A creative destruction approach to replication: Implicit work and sex morality across cultures. Warren Tierney et al. Journal of Experimental Social Psychology, Volume 93, March 2021, 104060. https://doi.org/10.1016/j.jesp.2020.104060
Rolf Degen's take: https://twitter.com/DegenRolf/status/1335225348900982786
• This “creative destruction” replication initiative added new measures and populations to four original study designs.
• The theory of Implicit Puritanism was competed against seven alternative accounts of work morality.
• A number of original findings replicated across multiple cultures, whereas two were identified as likely false positives.
• The best-fitting model suggests work is intuitively moralized across cultures.

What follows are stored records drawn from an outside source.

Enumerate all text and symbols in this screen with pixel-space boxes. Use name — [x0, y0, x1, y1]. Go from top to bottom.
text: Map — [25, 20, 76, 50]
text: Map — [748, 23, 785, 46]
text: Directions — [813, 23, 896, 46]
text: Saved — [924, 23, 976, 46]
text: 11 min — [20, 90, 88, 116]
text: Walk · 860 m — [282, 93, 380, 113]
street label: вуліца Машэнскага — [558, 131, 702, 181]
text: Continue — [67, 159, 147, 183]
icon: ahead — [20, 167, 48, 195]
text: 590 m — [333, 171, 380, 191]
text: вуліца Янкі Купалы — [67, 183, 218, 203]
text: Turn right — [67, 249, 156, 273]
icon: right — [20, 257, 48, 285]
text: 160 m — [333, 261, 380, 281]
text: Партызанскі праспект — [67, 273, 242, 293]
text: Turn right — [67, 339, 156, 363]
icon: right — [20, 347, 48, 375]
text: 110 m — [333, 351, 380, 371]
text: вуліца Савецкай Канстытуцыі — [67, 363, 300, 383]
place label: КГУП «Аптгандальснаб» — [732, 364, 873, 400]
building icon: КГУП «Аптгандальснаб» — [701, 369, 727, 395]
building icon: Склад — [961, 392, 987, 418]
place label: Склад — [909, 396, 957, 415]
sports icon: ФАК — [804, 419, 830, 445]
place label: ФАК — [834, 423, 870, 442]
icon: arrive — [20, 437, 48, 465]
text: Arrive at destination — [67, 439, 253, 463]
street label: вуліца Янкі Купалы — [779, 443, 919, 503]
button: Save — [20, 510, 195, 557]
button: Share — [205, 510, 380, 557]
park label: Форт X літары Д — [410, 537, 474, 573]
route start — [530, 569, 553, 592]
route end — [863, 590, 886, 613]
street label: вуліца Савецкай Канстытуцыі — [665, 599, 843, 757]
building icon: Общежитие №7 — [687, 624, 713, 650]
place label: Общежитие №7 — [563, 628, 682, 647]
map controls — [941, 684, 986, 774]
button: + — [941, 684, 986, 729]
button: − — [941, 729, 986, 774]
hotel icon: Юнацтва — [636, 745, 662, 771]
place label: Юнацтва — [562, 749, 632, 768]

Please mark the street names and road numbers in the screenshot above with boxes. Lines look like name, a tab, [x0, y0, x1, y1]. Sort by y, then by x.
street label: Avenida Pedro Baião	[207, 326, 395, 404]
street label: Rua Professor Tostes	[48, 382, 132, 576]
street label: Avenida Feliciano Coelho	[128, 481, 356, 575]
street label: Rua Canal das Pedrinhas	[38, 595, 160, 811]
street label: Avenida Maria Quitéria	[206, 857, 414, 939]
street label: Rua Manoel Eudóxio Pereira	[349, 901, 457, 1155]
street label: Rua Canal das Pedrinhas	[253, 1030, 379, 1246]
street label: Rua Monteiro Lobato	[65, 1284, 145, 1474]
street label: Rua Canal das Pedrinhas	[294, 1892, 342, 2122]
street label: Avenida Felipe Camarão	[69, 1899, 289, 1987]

Abstract: How can we maximize what is learned from a replication study? In the creative destruction approach to replication, the original hypothesis is compared not only to the null hypothesis, but also to predictions derived from multiple alternative theoretical accounts of the phenomenon. To this end, new populations and measures are included in the design in addition to the original ones, to help determine which theory best accounts for the results across multiple key outcomes and contexts. The present pre-registered empirical project compared the Implicit Puritanism account of intuitive work and sex morality to theories positing regional, religious, and social class differences; explicit rather than implicit cultural differences in values; self-expression vs. survival values as a key cultural fault line; the general moralization of work; and false positive effects. Contradicting Implicit Puritanism's core theoretical claim of a distinct American work morality, a number of targeted findings replicated across multiple comparison cultures, whereas several failed to replicate in all samples and were identified as likely false positives. No support emerged for theories predicting regional variability and specific individual-differences moderators (religious affiliation, religiosity, and education level). Overall, the results provide evidence that work is intuitively moralized across cultures.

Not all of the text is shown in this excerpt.